Things I'll never get...

Has anyone else out there got an area on the exam that they don’t really understand and, quite frankly, cannot be bothered to put the time into learning how to do it because the value-added at this point does not outweigh the time investment? I have - I still can’t confidently calculate spot rates and forwards rates… I would be interested to hear if you have any and if you can easily break down the above issue. There’s no shame in it! No problem is too stupid - it’s only easy when you know the answer…

I can’t get DTA/DTL and all that fun stuff… Expecially when there is a revaluation and depreciation increases from one year to the next, or tax rate changes. For Spot Rate: Just draw a time line. i.e. you have a 3 year period. Spot rates are for the exact period, i.e. 2 year spot is the rate for 2 years, anything in between are forward rates. I.e. for a two year period, your 2 year spot must! equal your 1 year spot (0-1) and your 1 year forward rate one year from now (1-2) therefore 2 year spot (squared for two periods) = 1 year spot * 1 year forward.

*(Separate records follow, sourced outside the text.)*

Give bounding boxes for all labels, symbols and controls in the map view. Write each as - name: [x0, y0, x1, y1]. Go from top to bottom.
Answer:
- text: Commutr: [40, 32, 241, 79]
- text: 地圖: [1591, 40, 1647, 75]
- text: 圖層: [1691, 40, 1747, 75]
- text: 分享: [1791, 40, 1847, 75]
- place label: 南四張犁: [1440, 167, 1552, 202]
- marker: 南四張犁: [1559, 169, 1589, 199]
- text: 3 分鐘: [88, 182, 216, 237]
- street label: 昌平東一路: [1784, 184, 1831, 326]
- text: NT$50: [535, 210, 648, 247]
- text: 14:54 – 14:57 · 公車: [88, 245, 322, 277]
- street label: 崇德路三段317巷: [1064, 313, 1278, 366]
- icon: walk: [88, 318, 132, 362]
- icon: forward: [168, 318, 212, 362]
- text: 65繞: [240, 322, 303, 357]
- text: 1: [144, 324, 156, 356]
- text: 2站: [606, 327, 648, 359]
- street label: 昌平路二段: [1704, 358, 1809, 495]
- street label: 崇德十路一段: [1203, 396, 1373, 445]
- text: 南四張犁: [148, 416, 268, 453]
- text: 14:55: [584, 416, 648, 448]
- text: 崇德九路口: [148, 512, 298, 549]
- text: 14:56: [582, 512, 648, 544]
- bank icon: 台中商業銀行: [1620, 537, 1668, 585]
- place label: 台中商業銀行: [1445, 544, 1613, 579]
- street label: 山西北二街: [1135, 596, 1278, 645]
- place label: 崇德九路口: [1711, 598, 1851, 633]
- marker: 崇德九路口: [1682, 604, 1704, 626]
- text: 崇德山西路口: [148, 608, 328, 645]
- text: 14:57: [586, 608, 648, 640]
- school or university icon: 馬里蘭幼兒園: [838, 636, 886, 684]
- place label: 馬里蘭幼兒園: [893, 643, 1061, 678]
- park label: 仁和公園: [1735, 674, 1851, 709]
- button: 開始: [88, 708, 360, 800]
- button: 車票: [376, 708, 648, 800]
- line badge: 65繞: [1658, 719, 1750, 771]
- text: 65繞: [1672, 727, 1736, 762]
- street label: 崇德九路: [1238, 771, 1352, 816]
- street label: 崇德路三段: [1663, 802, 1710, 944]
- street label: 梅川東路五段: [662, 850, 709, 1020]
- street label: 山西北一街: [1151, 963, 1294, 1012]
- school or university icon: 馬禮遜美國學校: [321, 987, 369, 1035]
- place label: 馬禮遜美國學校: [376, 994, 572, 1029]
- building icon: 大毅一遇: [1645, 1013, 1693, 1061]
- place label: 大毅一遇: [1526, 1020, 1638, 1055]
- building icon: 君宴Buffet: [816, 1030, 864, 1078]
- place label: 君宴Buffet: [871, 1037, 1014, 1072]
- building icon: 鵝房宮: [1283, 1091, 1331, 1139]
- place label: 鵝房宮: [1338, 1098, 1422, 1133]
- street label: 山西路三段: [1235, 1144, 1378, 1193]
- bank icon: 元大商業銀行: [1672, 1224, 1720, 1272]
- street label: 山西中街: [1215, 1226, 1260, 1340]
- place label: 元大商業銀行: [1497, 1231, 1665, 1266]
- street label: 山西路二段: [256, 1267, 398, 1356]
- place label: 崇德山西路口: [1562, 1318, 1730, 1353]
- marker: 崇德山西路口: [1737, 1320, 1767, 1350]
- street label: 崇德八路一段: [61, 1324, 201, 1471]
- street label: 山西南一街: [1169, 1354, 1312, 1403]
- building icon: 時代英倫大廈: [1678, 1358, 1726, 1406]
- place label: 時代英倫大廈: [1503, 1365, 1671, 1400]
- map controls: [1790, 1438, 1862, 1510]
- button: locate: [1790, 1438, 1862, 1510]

I did not even read the tax income chapter in Financial Accounting (only thing I did not read). When I was going through it the first time in CFA cirriculum I did not get it so I skipped it and have never found the time to review it. Hoping there is not more than a couple of questions on this, possibly will find a few minutes to take a look at it over the next couple of days. Believe I was also hurt by reading all the CFA books, would have had more time if I had used the Schweser as my base and would have had much more time to review.

best offer and ask price and all that jargon…always get confused, crossing my fingers it doesnt show up…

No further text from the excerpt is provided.